How to prove that $\operatorname{Tr}(A)=a+b$ and $\det(A)=ab$ if characteristic polynomial of $A$ is degreed 2 and with $a$ and $b$ as eigenvalue?
If $a$ and $b$ are distinct eigenvalues, then $A$ is diagonalizable, so that $\operatorname{Tr}(A)=a+b$ and $\det(A)=ab$ since there's a similar diagonal matrix. However, how are we making sure that there are no zeros in $A$ as we don't know the size of $A$?

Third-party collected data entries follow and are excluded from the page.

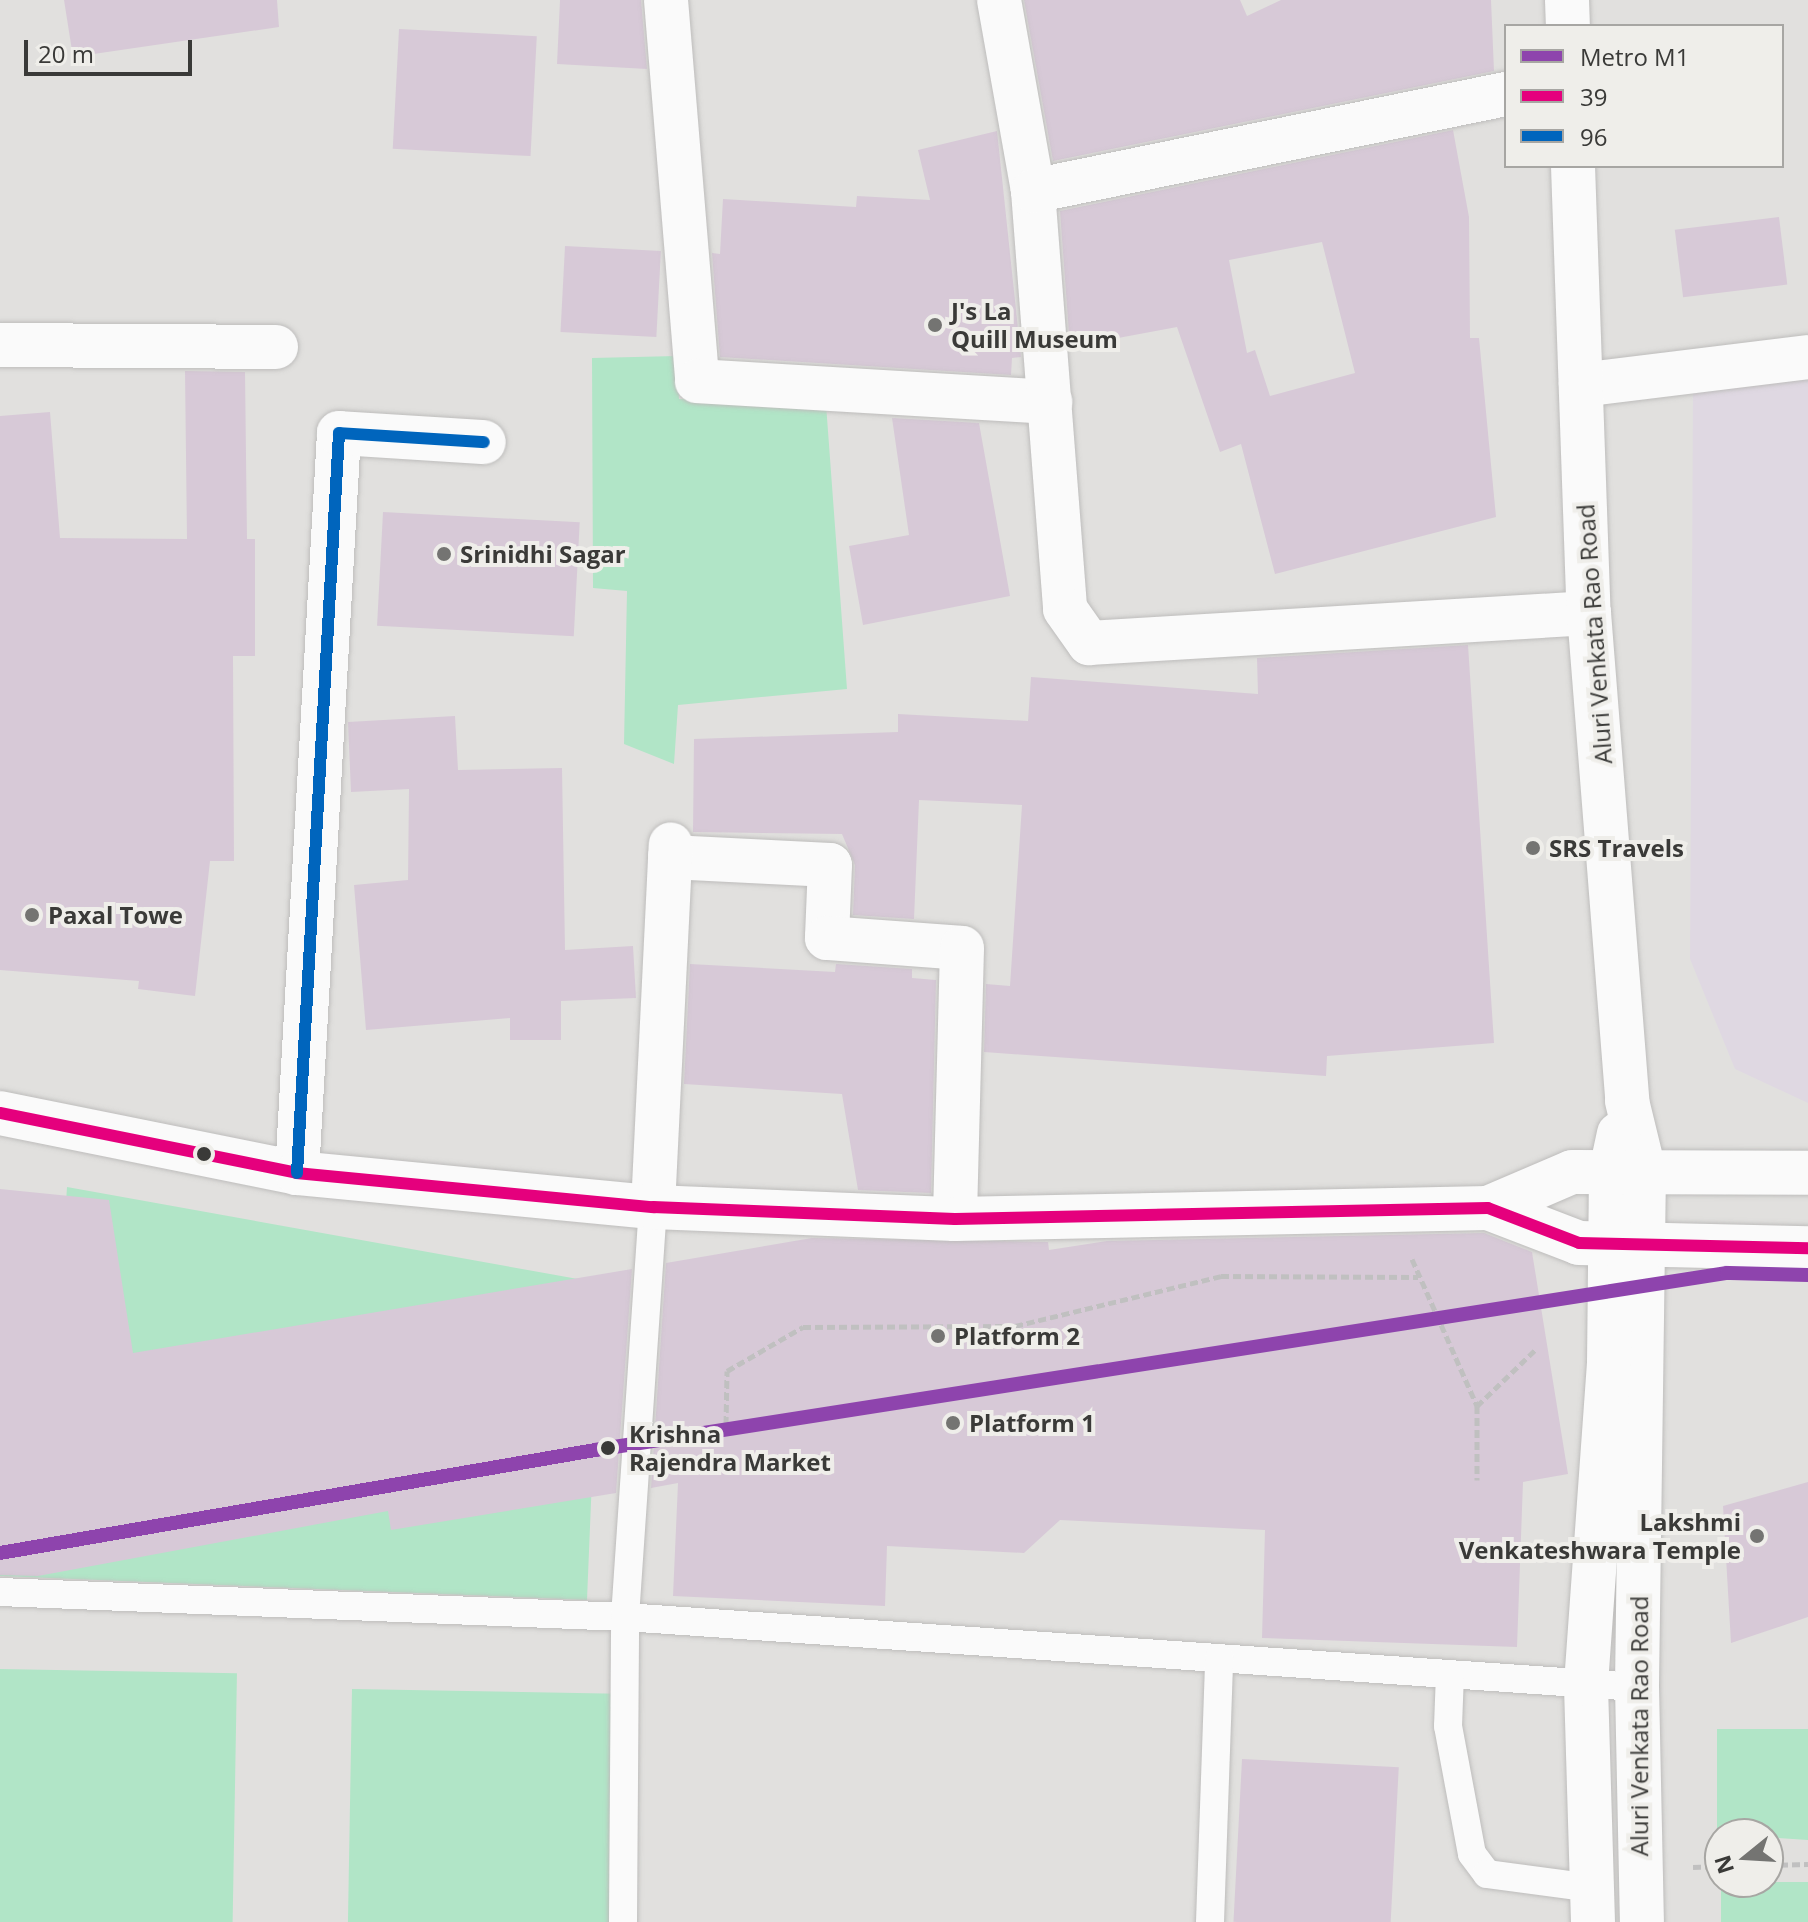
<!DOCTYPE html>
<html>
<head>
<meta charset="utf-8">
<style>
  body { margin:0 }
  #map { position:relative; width:1808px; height:1922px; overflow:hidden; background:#e1e0de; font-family:"Open Sans",sans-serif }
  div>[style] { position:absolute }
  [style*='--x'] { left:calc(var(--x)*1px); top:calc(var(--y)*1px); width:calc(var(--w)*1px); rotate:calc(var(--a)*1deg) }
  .education>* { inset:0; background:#dfd8e2 }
  .green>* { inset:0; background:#b1e5c7; transform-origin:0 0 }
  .building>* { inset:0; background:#d7c9d7; transform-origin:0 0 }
  .path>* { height:5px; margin-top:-2.5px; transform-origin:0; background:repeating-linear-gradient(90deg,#c0c0c0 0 8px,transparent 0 12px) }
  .roads { filter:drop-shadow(0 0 2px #bebdbc) drop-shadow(0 0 2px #bebdbc) }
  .service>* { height:28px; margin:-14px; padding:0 14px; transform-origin:14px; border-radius:14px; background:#fafafa }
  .minor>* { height:44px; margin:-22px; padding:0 22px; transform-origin:22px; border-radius:22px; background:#fafafa }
  .secondary>* { height:44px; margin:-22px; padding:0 22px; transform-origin:22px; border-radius:22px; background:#fafafa }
  .primary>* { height:44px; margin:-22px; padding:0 22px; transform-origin:22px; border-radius:22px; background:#fafafa }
  .bus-1>* { height:12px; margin:-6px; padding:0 6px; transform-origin:6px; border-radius:6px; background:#e5007d }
  .bus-2>* { height:12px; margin:-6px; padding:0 6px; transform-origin:6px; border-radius:6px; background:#0065bd }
  .metro-1>* { height:14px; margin:-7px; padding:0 7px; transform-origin:7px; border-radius:7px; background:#8e44ad }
  .dots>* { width:22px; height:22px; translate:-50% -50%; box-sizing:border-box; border:4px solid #efeeea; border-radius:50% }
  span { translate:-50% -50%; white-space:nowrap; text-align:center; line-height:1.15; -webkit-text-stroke:8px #efeeea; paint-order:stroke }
  .poi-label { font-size:24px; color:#3a3a38; font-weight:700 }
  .left { translate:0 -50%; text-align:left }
  .right { translate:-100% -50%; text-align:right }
  .street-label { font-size:24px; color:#3a3a38 }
  .stop-label { font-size:24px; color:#3a3a38; font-weight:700 }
  .legend { position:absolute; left:1504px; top:24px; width:280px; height:144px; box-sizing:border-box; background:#efeeea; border:2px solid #a7a6a3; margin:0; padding:10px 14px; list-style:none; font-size:24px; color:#3a3a38 }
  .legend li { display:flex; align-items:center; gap:16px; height:40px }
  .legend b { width:40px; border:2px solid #a7a6a3 }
  .north { position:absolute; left:1704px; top:1818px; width:80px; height:80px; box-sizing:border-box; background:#efeeea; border:2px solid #a7a6a3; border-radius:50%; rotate:252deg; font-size:22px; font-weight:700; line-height:32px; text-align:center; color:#3a3a38 }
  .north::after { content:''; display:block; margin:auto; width:28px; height:36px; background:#747472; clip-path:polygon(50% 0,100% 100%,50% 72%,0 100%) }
  .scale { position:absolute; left:24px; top:40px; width:168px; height:36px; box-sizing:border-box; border:4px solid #3a3a38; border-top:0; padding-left:10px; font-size:24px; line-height:28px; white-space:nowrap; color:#3a3a38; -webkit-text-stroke:6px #efeeea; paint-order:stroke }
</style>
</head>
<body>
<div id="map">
  <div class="education">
    <i style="clip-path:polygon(1808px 377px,1808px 1103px,1735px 1069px,1690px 959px,1693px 388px)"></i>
  </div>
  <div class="green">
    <i style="clip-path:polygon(677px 356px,679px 399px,826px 404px,847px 689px,678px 705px,674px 764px,624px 744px,627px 591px,593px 588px,592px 358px)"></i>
    <i style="clip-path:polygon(67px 1187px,600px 1283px,587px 1600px,0 1576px,0 1264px,62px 1265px)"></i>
    <i style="left:0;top:1669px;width:237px;height:253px;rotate:1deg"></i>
    <i style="left:352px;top:1689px;width:280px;height:233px;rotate:1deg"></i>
    <i style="clip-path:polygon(1717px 1729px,1808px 1729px,1808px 1840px,1720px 1834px,1717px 1840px)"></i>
    <i style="left:1721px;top:1882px;width:87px;height:40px"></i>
  </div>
  <div class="building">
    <i style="clip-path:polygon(64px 0,277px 0,279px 27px,73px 57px)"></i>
    <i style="clip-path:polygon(560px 0,641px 0,647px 69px,557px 64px)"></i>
    <i style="clip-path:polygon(1024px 0,1240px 0,1247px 16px,1281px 0,1491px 0,1494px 71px,1053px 161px)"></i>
    <i style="left:399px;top:29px;width:138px;height:120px;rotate:3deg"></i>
    <i style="clip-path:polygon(evenodd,1453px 130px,1469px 217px,1470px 338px,1479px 338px,1496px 517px,1275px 574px,1241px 444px,1220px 452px,1177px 327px,1070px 347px,1060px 211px,1453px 130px,1322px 242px,1355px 373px,1270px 396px,1255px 350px,1247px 353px,1229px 260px,1322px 242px)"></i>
    <i style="clip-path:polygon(997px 131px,1021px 357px,1012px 358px,1011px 375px,720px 357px,712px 253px,720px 254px,723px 199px,856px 207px,857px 196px,930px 200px,918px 150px)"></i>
    <i style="left:1779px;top:217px;width:68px;height:105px;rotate:83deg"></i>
    <i style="left:565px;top:246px;width:96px;height:86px;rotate:3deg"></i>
    <i style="clip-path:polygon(185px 371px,245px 372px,247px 539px,255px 539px,255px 656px,233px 656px,234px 861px,210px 861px,195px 996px,138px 989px,139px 981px,0 970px,0 416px,50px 412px,60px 538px,187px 539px)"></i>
    <i style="clip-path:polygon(892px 418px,979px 423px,1010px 596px,863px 625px,849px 546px,909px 535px)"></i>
    <i style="left:383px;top:512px;width:197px;height:114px;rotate:3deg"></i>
    <i style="clip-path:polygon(1468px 645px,1494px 1043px,1327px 1056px,1326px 1076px,984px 1052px,986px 984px,1010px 986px,1022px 805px,919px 800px,914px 919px,853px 915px,855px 865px,842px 834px,693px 832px,694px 739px,898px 732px,898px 714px,1028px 721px,1031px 677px,1258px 694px,1257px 658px)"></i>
    <i style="clip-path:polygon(455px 716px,458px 770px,562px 768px,565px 950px,633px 946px,636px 998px,561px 1001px,561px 1040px,510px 1040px,510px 1018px,366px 1030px,354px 885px,408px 880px,409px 789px,351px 792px,348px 722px)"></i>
    <i style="clip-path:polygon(690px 964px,835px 972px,836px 964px,912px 969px,912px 978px,936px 980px,931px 1193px,858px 1190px,842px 1094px,684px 1084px)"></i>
    <i style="clip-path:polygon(0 1189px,109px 1200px,133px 1353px,632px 1269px,616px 1493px,391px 1530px,388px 1511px,38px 1576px,0 1575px)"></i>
    <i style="clip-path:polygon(1484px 1233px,1532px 1252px,1568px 1474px,1523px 1482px,1517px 1647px,1262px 1638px,1265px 1530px,1060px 1520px,1024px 1553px,887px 1546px,885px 1606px,673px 1596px,678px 1483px,651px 1488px,666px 1263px,812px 1238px,1048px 1242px,1049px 1250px,1107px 1241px)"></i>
    <i style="clip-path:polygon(1808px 1482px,1808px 1617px,1731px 1643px,1723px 1506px)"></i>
    <i style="left:1242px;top:1759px;width:157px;height:163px;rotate:3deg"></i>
  </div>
  <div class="path">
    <i style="--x:1412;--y:1259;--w:161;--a:66.1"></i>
    <i style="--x:1477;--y:1406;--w:74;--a:90"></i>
    <i style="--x:1477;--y:1406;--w:81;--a:-44"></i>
    <i style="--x:726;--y:1424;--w:53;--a:-88.9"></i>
    <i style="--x:727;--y:1371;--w:88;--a:-30.1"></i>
    <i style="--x:803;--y:1327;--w:212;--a:-0.3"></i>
    <i style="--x:1015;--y:1326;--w:212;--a:-13.6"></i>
    <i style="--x:1221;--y:1276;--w:197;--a:0.3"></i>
    <i style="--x:1768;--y:1865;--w:40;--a:-1.4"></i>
    <i style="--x:1693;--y:1867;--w:27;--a:-2"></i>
  </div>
  <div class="roads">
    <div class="service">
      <i style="--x:0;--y:1592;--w:625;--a:2.29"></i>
      <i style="--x:625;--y:1617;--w:1014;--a:3.96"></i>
      <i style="--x:1450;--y:1674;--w:52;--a:92.2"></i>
      <i style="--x:1448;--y:1726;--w:130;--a:79.4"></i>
      <i style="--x:1472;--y:1854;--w:25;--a:53"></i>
      <i style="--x:1487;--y:1874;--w:106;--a:7.6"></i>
      <i style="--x:623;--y:1922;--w:305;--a:-89.6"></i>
      <i style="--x:625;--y:1617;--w:411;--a:-86.1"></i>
      <i style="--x:1210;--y:1922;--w:264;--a:-88"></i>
    </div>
    <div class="minor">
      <i style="--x:666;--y:0;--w:382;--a:85.3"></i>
      <i style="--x:697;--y:381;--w:354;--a:3.4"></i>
      <i style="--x:999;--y:0;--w:194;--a:79.9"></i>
      <i style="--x:1033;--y:191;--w:419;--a:85.6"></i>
      <i style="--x:1065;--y:609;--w:42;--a:54.8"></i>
      <i style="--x:1089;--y:643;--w:501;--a:-3.43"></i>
      <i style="--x:1033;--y:191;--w:483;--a:-11.6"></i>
      <i style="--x:0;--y:345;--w:276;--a:0.4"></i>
      <i style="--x:1581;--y:385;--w:229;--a:-7"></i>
      <i style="--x:670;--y:857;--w:160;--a:2.9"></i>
      <i style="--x:830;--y:865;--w:73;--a:92.4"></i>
      <i style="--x:827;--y:938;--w:135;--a:4.2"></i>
      <i style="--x:962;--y:948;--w:271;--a:91.5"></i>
      <i style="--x:297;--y:1173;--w:741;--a:-86.75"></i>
      <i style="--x:339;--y:433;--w:145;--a:3.6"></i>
      <i style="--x:653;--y:1207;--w:363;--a:-87.2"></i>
    </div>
    <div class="secondary">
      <i style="--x:1567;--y:0;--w:26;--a:88"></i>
      <i style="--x:1573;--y:166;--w:447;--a:88"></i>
      <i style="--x:1589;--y:613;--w:489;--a:85.5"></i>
      <i style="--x:1627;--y:1101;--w:72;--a:76.3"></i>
      <i style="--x:1644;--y:1171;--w:516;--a:90.78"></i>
      <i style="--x:1637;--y:1687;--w:235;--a:88.8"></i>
      <i style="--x:1593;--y:1922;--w:238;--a:-91.7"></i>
      <i style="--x:1586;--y:1684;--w:321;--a:-85.9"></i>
      <i style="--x:1609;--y:1364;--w:193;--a:-89.4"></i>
      <i style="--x:1611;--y:1171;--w:38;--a:-78"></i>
    </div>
    <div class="primary">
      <i style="--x:0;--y:1113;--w:303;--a:11.4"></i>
      <i style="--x:297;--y:1173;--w:358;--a:5.5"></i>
      <i style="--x:653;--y:1207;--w:302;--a:2.3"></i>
      <i style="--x:955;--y:1219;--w:533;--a:-1.18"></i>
      <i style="--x:1488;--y:1208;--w:97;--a:21"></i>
      <i style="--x:1579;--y:1243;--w:229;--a:1.3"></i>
      <i style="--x:1488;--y:1208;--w:91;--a:-23.2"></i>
      <i style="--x:1572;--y:1172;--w:236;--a:0.2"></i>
    </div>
  </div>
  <div class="bus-1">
    <i style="--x:0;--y:1113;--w:303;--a:11.4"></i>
    <i style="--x:297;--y:1173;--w:358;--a:5.5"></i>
    <i style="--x:653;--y:1207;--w:302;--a:2.3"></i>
    <i style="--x:955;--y:1219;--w:533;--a:-1.18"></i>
    <i style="--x:1488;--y:1208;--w:97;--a:21"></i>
    <i style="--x:1579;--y:1243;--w:229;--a:1.3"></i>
  </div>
  <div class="bus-2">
    <i style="--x:297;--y:1173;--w:741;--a:-86.75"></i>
    <i style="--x:339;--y:433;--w:145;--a:3.6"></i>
  </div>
  <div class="metro-1">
    <i style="--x:0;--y:1553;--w:604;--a:-9.82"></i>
    <i style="--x:595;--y:1450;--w:1146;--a:-8.89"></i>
    <i style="--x:1727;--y:1273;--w:81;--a:1.4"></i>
  </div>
  <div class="dots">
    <i style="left:935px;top:325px;background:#747472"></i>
    <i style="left:444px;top:554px;background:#747472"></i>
    <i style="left:1533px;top:848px;background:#747472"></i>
    <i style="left:32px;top:915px;background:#747472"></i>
    <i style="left:204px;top:1154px;background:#3a3a38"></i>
    <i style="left:938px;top:1336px;background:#747472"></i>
    <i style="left:953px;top:1423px;background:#747472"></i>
    <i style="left:608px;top:1448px;background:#3a3a38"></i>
    <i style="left:1757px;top:1536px;background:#747472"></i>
  </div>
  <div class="poi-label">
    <span class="left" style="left:951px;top:325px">J's La<br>Quill Museum</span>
    <span class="left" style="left:460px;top:554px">Srinidhi Sagar</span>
    <span class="left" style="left:1549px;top:848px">SRS Travels</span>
    <span class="left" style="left:48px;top:915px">Paxal Towe</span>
    <span class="left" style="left:954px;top:1336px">Platform 2</span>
    <span class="left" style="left:969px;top:1423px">Platform 1</span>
    <span class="right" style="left:1741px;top:1536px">Lakshmi<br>Venkateshwara Temple</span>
  </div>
  <div class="street-label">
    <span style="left:1594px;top:634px;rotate:-94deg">Aluri Venkata Rao Road</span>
    <span style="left:1639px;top:1726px;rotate:-90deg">Aluri Venkata Rao Road</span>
  </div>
  <div class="stop-label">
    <span class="left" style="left:629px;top:1448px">Krishna<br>Rajendra Market</span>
  </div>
  <ul class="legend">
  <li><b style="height:10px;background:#8e44ad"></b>Metro M1</li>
  <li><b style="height:10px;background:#e5007d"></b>39</li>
  <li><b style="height:10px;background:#0065bd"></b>96</li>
  </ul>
  <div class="north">N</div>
  <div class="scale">20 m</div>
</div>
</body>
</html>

Write down the characteristic polynomial:
$$p(\lambda)=|A-\lambda I| = \lambda^2 - (a_{11}+a_{22}) \lambda + (a_{11} a_{22} - a_{12} a_{21} ) =\lambda^2 - tr(A) \lambda +|A|$$
On the other side, because the eigenvalues are the roots of $p(\lambda)$, (and because we already know the highest degree coefficient is one) we have:
$$p(\lambda)=(\lambda-\lambda_1)(\lambda-\lambda_2)=\lambda^2 -(\lambda_1+\lambda_2)\lambda +\lambda_1 \lambda_2 $$
Comparing both expressions, we get the desired result.
The beauty of this is that is generalizes to any size.